» **Records from a data source**:
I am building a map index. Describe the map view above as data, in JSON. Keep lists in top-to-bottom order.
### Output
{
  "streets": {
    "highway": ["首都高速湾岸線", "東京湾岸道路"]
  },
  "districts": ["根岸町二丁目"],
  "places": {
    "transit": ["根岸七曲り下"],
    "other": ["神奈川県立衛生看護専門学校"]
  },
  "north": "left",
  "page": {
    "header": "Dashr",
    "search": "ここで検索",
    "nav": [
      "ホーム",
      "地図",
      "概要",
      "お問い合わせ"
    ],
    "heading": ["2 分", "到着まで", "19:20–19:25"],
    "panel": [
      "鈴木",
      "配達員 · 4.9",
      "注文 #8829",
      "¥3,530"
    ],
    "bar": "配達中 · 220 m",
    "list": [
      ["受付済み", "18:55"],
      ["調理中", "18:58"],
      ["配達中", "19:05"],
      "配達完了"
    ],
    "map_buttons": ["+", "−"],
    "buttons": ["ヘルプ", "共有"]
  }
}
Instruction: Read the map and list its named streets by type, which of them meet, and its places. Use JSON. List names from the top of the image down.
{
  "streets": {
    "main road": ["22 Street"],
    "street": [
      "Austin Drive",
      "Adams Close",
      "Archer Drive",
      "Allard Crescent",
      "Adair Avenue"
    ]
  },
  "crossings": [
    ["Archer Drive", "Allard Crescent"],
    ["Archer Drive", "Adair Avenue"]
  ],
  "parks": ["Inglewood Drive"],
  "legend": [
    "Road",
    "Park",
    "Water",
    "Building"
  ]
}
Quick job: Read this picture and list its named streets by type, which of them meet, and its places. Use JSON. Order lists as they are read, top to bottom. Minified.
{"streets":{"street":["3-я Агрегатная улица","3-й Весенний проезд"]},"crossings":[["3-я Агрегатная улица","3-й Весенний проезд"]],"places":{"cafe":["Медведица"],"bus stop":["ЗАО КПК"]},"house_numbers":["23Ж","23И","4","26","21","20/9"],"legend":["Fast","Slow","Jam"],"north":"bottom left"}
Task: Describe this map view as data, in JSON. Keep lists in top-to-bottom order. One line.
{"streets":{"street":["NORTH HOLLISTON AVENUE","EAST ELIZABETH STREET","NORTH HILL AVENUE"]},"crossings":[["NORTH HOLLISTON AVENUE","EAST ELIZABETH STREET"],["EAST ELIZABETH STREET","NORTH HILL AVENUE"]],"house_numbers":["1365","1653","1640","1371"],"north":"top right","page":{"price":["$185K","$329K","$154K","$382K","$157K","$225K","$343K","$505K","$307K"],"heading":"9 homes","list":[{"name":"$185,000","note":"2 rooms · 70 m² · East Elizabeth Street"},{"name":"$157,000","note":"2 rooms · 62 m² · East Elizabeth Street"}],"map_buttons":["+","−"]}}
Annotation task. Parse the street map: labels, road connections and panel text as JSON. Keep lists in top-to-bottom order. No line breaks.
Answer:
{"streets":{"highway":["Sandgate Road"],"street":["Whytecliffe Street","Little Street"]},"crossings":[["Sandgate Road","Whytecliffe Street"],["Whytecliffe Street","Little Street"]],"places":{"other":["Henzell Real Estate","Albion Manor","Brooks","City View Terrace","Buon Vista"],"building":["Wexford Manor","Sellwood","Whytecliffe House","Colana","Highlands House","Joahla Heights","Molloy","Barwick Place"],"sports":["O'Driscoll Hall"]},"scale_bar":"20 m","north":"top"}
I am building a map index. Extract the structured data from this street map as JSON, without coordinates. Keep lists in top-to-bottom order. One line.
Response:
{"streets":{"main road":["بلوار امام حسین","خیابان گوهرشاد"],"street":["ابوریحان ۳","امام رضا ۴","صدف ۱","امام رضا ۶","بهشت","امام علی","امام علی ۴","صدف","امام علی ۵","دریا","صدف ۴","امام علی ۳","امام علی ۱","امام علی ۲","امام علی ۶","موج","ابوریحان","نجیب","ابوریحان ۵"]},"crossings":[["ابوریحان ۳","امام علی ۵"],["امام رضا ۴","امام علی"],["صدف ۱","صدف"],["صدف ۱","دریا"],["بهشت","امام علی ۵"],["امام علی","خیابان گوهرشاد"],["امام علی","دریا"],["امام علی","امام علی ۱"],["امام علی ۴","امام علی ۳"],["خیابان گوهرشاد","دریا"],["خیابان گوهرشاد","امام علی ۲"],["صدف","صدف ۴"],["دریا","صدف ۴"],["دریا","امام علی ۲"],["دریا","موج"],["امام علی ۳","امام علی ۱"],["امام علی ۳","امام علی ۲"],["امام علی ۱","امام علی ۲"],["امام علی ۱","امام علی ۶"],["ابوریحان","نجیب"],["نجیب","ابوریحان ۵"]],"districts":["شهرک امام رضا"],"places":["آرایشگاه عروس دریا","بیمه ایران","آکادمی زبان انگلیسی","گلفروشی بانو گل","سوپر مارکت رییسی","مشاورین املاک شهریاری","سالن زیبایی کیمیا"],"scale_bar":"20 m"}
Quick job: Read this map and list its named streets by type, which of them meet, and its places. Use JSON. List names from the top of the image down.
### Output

» **Brief**: Copy each line of the data that includes the word "index".

» **Solution to the problem**:
I am building a map index. Describe the map view above as data, in JSON. Keep lists in top-to-bottom order.
I am building a map index. Extract the structured data from this street map as JSON, without coordinates. Keep lists in top-to-bottom order. One line.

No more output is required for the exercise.